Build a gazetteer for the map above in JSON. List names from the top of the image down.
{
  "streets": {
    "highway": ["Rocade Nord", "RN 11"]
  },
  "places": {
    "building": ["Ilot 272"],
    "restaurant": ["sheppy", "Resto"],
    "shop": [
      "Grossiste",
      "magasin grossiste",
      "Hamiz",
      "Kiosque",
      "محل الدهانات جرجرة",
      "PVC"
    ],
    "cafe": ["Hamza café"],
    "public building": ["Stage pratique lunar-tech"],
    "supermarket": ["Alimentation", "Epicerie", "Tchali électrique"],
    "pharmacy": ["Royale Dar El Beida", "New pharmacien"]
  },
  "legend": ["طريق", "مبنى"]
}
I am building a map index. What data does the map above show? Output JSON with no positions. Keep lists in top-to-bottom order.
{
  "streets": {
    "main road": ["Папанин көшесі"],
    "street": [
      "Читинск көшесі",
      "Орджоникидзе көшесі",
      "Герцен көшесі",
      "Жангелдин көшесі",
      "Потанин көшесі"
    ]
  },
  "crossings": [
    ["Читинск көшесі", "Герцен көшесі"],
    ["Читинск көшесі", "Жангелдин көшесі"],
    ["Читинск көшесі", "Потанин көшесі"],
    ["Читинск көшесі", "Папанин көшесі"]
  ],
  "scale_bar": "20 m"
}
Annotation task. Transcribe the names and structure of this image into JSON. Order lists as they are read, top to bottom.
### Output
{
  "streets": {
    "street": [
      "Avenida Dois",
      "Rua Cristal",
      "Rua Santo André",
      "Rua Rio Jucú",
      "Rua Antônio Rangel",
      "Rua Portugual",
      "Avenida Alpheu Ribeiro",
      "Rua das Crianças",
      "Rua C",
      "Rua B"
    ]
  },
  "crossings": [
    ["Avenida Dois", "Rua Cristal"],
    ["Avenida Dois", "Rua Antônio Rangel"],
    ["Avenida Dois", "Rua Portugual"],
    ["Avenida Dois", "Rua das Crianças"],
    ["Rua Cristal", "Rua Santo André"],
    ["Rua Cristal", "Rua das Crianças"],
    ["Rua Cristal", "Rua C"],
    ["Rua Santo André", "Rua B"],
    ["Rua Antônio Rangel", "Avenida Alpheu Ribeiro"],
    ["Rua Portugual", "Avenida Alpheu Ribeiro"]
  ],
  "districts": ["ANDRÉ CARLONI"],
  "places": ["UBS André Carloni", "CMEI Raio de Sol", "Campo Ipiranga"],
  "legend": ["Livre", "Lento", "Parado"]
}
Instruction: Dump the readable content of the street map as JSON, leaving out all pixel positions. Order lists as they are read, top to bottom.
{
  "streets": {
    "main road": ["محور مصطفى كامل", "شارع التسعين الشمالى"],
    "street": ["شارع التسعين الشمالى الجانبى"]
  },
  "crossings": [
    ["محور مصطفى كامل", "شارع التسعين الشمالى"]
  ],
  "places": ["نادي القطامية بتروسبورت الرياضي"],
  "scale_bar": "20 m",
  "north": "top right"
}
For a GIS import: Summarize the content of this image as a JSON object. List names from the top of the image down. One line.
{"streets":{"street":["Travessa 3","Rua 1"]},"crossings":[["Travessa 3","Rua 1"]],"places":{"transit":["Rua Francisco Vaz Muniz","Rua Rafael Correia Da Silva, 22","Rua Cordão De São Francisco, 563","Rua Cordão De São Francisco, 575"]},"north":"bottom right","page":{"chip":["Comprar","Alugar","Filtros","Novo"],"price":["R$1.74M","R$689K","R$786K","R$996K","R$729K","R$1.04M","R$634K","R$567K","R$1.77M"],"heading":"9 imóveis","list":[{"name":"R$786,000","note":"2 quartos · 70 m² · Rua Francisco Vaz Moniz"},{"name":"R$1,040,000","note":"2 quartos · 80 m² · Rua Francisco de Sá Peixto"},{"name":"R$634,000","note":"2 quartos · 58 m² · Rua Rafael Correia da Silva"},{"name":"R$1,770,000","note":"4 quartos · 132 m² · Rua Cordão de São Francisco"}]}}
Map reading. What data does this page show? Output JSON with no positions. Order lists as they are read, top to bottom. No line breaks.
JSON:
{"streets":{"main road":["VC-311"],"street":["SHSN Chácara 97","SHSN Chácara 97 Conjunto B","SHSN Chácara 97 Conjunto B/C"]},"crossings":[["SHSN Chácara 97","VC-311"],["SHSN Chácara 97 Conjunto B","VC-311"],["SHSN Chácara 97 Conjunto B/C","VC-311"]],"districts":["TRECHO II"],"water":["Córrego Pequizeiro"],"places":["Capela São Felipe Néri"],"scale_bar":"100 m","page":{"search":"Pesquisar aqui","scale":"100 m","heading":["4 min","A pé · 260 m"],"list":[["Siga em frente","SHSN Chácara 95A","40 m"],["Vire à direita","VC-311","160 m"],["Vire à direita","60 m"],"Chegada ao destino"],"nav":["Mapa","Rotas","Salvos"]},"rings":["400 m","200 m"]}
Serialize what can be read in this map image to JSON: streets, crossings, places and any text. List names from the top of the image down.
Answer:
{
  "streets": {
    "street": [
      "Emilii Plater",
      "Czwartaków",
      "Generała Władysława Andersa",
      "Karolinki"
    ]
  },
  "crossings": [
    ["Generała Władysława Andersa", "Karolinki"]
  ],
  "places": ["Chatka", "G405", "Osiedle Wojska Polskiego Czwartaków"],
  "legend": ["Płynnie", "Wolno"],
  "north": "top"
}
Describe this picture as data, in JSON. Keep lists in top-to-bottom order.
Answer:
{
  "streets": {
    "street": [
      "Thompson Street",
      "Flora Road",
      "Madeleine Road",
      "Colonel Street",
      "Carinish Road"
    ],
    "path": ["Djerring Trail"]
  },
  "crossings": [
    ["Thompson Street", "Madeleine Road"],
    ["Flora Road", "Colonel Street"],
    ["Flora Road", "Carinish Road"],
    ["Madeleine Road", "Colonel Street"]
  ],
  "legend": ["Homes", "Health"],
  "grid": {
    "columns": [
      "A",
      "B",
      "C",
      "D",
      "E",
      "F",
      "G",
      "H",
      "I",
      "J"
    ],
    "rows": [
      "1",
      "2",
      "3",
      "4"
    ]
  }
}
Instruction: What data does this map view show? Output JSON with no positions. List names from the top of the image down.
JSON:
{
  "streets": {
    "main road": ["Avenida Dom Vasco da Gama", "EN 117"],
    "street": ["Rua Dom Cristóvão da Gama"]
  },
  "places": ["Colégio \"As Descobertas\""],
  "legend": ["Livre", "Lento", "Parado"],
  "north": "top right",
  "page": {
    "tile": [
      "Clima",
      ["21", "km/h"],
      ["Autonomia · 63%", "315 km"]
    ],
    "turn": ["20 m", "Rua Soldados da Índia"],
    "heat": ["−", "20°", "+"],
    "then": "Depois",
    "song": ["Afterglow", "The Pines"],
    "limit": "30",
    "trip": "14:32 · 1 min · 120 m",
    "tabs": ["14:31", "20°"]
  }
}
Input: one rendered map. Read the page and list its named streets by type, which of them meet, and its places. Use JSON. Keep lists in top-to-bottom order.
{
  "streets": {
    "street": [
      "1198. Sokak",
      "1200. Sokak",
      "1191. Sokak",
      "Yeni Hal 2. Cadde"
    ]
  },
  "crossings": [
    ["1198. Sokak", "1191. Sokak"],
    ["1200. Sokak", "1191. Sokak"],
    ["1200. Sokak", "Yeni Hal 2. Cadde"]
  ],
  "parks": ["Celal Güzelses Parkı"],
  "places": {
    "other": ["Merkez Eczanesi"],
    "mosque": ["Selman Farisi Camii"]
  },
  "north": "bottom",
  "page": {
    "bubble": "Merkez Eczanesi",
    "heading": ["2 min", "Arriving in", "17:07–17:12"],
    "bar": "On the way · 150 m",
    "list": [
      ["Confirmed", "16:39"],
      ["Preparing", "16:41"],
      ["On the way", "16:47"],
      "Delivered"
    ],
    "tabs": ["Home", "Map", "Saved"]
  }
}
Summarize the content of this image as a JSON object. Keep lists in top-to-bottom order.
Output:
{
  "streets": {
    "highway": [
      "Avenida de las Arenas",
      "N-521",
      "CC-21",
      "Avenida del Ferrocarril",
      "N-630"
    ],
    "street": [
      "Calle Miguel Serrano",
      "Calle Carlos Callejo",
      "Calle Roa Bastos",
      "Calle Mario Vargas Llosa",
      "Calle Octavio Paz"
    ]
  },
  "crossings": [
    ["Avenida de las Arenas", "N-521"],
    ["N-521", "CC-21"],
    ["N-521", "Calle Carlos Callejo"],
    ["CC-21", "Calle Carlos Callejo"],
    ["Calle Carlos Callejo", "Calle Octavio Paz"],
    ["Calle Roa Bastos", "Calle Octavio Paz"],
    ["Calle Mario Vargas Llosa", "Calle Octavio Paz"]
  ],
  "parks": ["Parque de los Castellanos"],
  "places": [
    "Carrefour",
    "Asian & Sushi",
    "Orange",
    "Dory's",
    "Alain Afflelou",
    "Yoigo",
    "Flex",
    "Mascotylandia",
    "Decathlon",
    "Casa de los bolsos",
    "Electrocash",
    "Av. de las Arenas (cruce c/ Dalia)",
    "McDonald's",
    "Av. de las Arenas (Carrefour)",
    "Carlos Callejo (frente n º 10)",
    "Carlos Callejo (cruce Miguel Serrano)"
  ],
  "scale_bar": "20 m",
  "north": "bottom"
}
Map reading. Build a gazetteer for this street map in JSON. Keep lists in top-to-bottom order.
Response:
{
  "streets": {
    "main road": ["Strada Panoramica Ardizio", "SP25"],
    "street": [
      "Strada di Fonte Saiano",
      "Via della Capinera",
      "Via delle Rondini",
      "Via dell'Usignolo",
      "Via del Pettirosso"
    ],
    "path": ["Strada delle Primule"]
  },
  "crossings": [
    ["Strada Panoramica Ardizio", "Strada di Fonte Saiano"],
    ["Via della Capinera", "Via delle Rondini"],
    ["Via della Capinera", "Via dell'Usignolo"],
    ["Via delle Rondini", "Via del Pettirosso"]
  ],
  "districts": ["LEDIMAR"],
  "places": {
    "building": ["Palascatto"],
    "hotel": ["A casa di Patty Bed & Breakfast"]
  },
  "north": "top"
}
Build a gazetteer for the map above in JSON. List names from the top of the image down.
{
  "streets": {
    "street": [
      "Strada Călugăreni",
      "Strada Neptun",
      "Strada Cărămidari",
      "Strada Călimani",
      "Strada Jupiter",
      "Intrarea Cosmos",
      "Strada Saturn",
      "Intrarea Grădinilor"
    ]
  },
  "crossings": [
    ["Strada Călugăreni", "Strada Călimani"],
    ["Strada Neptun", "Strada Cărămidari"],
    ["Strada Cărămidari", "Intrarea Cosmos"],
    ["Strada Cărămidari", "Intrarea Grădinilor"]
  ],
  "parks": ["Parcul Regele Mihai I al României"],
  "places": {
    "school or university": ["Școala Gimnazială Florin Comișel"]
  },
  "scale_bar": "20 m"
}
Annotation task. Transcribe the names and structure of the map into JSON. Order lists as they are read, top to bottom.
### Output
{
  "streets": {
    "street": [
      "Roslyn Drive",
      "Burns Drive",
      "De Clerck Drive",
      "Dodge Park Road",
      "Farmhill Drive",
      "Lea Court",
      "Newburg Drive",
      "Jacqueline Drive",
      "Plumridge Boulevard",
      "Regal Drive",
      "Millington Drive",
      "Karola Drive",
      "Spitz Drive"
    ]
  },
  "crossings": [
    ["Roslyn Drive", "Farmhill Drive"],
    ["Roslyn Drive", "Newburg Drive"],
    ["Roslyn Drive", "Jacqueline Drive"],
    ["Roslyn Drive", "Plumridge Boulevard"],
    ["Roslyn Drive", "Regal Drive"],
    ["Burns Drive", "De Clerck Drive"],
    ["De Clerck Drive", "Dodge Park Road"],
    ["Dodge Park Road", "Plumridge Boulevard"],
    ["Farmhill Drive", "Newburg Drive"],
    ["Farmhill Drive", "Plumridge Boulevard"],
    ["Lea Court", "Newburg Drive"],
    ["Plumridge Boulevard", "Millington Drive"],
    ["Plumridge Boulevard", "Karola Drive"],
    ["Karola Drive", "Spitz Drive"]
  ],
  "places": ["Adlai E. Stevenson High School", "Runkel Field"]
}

WORK TO COMPLETE
Go through the records and report each line that contains "Transcribe".

ANSWER SECTION
Annotation task. Transcribe the names and structure of this image into JSON. Order lists as they are read, top to bottom.
Annotation task. Transcribe the names and structure of the map into JSON. Order lists as they are read, top to bottom.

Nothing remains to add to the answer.